Vai al contenuto

Breve introduzione


  Ξ Lazzaro Napoletano » 1799 » Invasione e liberazione » Breve introduzione  

Nella storia ci sono personaggi che emergono dai solchi di contesti turbolenti come fari accesi nel cuore della tempesta: giganti che la cronaca ufficiale ha spesso tentato di rimpicciolire o confinare nell’ombra. Sono i veri protagonisti di un’epopea silenziosa e sommersa, i cui nomi non sempre compaiono nei grandi annali, perché la loro memoria è stata colpevolmente dimenticata o volutamente oscurata dal polverone dei vincitori.
Eppure, le loro impronte restano incise nel tempo, testimoni di una dignità che non ha avuto bisogno di monumenti per esistere. Riscoprire oggi queste vite significa restituire voce a chi ha saputo restare in piedi mentre tutto intorno crollava, dimostrando che l’eroismo più autentico è quello che fiorisce proprio dove il rumore del conflitto è più assordante. Abbiamo il dovere di riportare alla luce questi esempi, sottraendoli all’oblio di una narrazione troppo spesso alterata per convenienza.

La loro è la storia di una resistenza spontanea e fiera contro un’occupazione straniera e contro un’aristocrazia e borghesia locale che spesso li tradirono o non seppero capirli. La ‘liberazione’ definitiva del Regno di Napoli, dopo l’effimera esperienza della Repubblica Partenopea, arrivò attraverso la Grande Impresa del Cardinale Fabrizio Ruffo. Quest’uomo di chiesa, con una visione e una determinazione straordinarie, non si limitò a guidare una campagna militare. Egli seppe interpretare e incanalare il profondo sentire popolare, dando vita al movimento del Sanfedismo.
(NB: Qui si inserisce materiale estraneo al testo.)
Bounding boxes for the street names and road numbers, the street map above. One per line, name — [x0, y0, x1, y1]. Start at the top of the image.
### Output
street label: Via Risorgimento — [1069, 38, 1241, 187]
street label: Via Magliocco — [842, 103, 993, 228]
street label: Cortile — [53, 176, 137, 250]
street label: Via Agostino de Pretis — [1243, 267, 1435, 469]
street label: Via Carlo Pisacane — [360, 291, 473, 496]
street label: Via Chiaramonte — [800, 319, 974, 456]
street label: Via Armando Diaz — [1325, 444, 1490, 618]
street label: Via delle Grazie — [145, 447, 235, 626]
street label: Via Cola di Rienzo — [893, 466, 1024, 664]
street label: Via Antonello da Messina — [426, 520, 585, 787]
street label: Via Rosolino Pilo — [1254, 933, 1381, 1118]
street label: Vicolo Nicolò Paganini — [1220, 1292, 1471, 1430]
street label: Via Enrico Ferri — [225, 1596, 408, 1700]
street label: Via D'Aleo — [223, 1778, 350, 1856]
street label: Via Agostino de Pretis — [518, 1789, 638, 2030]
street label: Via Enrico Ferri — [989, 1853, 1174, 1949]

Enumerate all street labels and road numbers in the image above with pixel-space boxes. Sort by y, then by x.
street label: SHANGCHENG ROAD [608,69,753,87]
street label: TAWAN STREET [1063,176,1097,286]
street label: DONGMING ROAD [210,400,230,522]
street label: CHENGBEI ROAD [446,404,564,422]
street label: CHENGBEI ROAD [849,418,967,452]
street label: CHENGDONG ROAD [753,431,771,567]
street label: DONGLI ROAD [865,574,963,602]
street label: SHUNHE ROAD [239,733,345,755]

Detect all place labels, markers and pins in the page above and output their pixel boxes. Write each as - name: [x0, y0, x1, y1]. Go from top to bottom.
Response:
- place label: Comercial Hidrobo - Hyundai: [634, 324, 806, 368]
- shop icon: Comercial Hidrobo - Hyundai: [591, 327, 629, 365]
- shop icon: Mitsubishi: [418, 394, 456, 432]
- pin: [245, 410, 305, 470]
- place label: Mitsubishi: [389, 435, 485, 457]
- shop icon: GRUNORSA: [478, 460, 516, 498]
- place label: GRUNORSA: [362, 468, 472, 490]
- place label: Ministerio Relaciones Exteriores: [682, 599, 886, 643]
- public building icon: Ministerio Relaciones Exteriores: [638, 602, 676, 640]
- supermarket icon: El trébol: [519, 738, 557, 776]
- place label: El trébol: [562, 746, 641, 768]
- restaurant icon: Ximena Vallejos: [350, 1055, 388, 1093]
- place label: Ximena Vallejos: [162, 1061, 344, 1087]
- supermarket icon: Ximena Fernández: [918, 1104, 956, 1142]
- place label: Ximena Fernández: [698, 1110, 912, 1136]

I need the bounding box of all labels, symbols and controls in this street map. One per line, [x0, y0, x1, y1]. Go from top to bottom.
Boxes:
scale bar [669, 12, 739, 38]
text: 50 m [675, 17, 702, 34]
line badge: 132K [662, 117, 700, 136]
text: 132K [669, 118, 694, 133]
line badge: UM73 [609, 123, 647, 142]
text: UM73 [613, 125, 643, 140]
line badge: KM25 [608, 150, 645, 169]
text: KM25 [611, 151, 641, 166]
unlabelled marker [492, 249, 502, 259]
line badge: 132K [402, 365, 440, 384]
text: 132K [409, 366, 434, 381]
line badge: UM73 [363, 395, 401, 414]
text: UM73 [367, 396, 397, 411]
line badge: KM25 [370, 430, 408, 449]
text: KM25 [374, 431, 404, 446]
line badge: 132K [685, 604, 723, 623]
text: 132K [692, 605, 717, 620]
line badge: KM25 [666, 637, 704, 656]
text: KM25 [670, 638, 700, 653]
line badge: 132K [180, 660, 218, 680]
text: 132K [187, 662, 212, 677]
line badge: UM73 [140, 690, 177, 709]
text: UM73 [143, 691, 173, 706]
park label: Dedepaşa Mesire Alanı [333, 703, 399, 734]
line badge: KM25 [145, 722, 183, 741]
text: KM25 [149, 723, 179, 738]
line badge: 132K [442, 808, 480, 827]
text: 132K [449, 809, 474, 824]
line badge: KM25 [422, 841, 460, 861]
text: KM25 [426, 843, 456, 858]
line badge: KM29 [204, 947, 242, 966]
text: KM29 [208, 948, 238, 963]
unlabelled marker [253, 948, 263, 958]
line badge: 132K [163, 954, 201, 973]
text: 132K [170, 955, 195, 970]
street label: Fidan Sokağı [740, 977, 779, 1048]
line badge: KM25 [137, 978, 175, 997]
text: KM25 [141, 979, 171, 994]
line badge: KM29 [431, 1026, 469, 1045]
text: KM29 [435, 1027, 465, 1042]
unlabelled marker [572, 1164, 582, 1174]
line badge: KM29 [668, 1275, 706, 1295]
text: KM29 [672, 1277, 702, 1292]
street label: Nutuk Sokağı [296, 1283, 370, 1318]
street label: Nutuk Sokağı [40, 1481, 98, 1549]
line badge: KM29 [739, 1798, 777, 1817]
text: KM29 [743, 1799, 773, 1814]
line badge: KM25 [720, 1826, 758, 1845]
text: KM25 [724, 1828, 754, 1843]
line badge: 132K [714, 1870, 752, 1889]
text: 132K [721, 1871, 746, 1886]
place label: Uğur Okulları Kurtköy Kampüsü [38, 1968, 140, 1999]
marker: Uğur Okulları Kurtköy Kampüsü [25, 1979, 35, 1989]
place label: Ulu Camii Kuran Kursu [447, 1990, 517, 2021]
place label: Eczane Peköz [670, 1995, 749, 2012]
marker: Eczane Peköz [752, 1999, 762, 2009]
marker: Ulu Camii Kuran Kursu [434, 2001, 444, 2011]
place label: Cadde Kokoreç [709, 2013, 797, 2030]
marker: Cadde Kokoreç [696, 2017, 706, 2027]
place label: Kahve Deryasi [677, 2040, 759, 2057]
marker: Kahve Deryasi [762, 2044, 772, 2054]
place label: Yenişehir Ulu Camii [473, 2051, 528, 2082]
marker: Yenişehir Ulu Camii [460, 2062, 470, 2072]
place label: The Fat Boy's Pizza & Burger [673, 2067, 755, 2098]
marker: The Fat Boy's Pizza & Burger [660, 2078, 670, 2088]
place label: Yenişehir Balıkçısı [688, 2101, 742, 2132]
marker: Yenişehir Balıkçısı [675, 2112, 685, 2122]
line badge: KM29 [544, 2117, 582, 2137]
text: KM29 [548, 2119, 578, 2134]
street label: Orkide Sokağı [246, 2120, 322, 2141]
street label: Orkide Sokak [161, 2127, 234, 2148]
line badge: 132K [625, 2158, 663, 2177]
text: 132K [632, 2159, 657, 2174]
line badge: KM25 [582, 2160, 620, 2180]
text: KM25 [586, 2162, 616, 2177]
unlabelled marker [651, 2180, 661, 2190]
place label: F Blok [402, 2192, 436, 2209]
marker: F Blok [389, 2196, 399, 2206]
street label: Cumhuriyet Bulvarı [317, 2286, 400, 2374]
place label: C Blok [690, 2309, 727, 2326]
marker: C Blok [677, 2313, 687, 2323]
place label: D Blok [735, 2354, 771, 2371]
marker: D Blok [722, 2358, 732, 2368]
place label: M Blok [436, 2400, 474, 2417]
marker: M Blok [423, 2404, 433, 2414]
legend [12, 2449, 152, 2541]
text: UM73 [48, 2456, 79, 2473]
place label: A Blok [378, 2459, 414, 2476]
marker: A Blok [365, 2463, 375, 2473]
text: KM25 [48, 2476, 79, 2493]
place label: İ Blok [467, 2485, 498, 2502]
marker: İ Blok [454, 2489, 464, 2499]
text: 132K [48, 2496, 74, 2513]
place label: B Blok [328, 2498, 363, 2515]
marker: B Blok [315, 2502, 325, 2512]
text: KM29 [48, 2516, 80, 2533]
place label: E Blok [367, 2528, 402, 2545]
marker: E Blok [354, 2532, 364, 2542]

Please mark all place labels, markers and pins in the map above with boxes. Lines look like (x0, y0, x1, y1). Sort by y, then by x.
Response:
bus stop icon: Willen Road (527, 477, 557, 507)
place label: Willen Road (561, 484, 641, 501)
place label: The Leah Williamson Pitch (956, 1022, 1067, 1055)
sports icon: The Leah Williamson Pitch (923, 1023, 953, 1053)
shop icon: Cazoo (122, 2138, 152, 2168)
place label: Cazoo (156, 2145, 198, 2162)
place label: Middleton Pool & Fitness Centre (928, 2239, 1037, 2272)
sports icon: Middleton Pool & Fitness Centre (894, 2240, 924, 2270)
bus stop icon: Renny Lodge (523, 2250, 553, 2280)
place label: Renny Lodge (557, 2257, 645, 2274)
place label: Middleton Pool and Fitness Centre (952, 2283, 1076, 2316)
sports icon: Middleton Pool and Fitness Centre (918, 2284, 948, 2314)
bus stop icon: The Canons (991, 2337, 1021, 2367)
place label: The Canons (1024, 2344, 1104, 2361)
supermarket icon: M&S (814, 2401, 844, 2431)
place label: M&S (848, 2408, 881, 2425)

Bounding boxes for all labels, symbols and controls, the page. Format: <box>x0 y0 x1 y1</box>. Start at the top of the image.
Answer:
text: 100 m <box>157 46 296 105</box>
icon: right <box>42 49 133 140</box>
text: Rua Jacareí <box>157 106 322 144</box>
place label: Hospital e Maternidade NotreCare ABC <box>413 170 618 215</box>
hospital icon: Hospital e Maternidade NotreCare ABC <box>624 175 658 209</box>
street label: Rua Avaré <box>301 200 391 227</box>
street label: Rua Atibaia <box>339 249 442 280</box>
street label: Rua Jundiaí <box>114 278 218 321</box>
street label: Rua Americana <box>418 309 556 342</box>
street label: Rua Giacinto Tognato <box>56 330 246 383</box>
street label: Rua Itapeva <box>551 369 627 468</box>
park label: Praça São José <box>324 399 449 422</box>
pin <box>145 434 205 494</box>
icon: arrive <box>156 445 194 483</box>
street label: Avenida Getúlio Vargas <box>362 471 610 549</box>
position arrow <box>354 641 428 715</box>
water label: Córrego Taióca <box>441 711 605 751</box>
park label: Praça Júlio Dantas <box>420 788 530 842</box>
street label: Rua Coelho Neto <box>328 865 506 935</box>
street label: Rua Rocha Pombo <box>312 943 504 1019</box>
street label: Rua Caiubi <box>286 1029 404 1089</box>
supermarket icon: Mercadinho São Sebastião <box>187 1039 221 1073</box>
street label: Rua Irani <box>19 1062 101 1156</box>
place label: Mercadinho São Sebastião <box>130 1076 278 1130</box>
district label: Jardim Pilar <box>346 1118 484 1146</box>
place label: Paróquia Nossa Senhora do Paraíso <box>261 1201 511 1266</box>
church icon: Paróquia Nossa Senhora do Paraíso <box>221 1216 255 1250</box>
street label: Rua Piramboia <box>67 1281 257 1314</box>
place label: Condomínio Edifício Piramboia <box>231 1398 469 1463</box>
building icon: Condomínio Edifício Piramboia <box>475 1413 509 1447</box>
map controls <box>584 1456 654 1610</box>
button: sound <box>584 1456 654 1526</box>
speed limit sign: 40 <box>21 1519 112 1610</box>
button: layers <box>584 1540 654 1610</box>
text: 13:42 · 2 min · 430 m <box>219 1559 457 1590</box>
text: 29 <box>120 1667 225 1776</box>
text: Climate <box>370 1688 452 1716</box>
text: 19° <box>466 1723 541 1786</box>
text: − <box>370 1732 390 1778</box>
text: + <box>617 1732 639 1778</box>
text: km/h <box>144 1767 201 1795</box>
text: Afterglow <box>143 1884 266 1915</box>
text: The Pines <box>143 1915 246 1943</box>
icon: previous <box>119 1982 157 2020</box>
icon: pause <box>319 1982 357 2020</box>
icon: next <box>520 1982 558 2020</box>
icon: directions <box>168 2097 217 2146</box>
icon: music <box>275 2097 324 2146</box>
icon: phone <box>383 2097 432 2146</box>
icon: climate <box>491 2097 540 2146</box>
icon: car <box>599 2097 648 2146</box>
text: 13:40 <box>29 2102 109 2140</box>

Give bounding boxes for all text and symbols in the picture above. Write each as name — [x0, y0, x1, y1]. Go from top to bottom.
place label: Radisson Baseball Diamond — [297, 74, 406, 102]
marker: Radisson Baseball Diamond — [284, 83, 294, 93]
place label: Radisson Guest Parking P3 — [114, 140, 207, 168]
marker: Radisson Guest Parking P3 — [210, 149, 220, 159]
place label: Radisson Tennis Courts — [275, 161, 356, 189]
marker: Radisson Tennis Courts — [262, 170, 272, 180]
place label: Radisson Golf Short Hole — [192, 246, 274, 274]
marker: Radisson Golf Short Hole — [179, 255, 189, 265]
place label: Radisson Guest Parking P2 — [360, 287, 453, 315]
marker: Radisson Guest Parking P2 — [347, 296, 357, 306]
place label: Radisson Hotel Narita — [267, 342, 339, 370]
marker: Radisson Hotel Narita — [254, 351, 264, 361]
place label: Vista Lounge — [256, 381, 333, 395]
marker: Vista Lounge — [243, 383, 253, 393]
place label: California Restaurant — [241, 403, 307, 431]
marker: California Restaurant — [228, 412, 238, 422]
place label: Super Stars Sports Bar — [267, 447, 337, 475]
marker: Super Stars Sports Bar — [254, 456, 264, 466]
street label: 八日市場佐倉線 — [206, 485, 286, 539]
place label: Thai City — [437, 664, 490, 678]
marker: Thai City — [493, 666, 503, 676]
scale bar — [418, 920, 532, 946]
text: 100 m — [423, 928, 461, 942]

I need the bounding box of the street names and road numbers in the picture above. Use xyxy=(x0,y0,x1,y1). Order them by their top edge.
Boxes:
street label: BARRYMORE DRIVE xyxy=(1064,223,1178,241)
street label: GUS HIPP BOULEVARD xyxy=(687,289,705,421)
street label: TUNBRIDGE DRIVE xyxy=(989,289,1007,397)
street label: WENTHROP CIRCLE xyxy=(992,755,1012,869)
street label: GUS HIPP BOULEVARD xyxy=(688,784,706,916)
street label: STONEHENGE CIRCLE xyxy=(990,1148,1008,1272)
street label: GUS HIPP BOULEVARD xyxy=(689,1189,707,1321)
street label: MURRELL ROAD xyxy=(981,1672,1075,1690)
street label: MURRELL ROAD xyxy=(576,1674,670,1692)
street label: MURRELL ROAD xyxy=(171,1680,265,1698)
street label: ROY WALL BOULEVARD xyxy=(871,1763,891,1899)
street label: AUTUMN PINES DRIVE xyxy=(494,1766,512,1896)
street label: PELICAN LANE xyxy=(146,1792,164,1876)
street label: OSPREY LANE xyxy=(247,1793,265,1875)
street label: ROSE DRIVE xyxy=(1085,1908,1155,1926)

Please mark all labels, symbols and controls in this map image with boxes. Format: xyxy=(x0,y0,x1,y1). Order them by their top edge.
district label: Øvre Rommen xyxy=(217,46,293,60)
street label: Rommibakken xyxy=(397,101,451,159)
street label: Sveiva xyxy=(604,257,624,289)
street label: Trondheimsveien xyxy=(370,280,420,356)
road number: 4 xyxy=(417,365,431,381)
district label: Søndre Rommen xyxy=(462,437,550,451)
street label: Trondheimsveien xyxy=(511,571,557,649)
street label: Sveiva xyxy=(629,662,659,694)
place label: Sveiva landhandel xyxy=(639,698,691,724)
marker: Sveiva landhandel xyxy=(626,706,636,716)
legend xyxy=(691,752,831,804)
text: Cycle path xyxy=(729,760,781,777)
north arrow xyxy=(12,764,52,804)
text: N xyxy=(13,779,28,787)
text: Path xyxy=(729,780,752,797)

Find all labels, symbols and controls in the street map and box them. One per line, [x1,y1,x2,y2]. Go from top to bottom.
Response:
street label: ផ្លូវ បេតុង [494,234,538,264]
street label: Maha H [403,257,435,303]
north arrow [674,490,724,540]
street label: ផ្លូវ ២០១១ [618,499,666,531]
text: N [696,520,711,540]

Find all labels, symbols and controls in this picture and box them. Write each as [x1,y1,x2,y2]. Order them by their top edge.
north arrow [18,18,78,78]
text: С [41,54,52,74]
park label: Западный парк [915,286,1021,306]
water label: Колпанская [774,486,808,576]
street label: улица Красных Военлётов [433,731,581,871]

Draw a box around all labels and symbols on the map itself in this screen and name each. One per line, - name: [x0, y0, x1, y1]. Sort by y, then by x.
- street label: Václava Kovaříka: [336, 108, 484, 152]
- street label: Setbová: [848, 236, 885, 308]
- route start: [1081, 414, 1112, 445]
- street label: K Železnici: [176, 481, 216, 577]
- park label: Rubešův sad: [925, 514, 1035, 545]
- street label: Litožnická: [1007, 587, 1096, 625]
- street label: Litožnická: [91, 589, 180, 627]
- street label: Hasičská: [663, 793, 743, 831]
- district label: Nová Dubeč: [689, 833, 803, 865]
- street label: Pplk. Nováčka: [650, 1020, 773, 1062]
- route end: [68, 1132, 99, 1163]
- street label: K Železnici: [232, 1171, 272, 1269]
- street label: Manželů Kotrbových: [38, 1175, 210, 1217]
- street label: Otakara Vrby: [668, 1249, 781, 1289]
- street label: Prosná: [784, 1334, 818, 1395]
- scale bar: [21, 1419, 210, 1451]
Il Sanfedismo non fu una semplice reazione conservatrice, ma una vera e propria insorgenza popolare, un fenomeno di massa che vide decine di migliaia di contadini, pastori, artigiani e “Lazzari” prendere le armi per la Santa Fede, per il Re e per la difesa delle proprie tradizioni e della propria identità. Un’identità che si sentiva minacciata dai principi rivoluzionari francesi, percepiti come alieni e distruttivi del loro ordine sociale e religioso. Il Cardinale Ruffo, con la sua armata della Santa Fede, seppe mobilitare queste masse, riconquistando il Regno e liberando Napoli dopo una tragica battaglia in cui i Lazzari tornarono ad essere protagonisti al suo fianco.

Questi sono i Primi Martiri, figure di un’epoca complessa e affascinante, le cui gesta, il cui sacrificio, dovrebbero essere scolpiti nella memoria collettiva, non solo come un ricordo del passato, ma come monito e ispirazione per un futuro in cui l’identità non sia merce di scambio, ma radice profonda da cui far germogliare la vera indipendenza e consapevolezza. Il loro esempio ci ricorda che l’amore per la propria terra, per la propria storia e per i propri valori è una forza inarrestabile, capace di muovere montagne e di resistere anche al più potente degli invasori.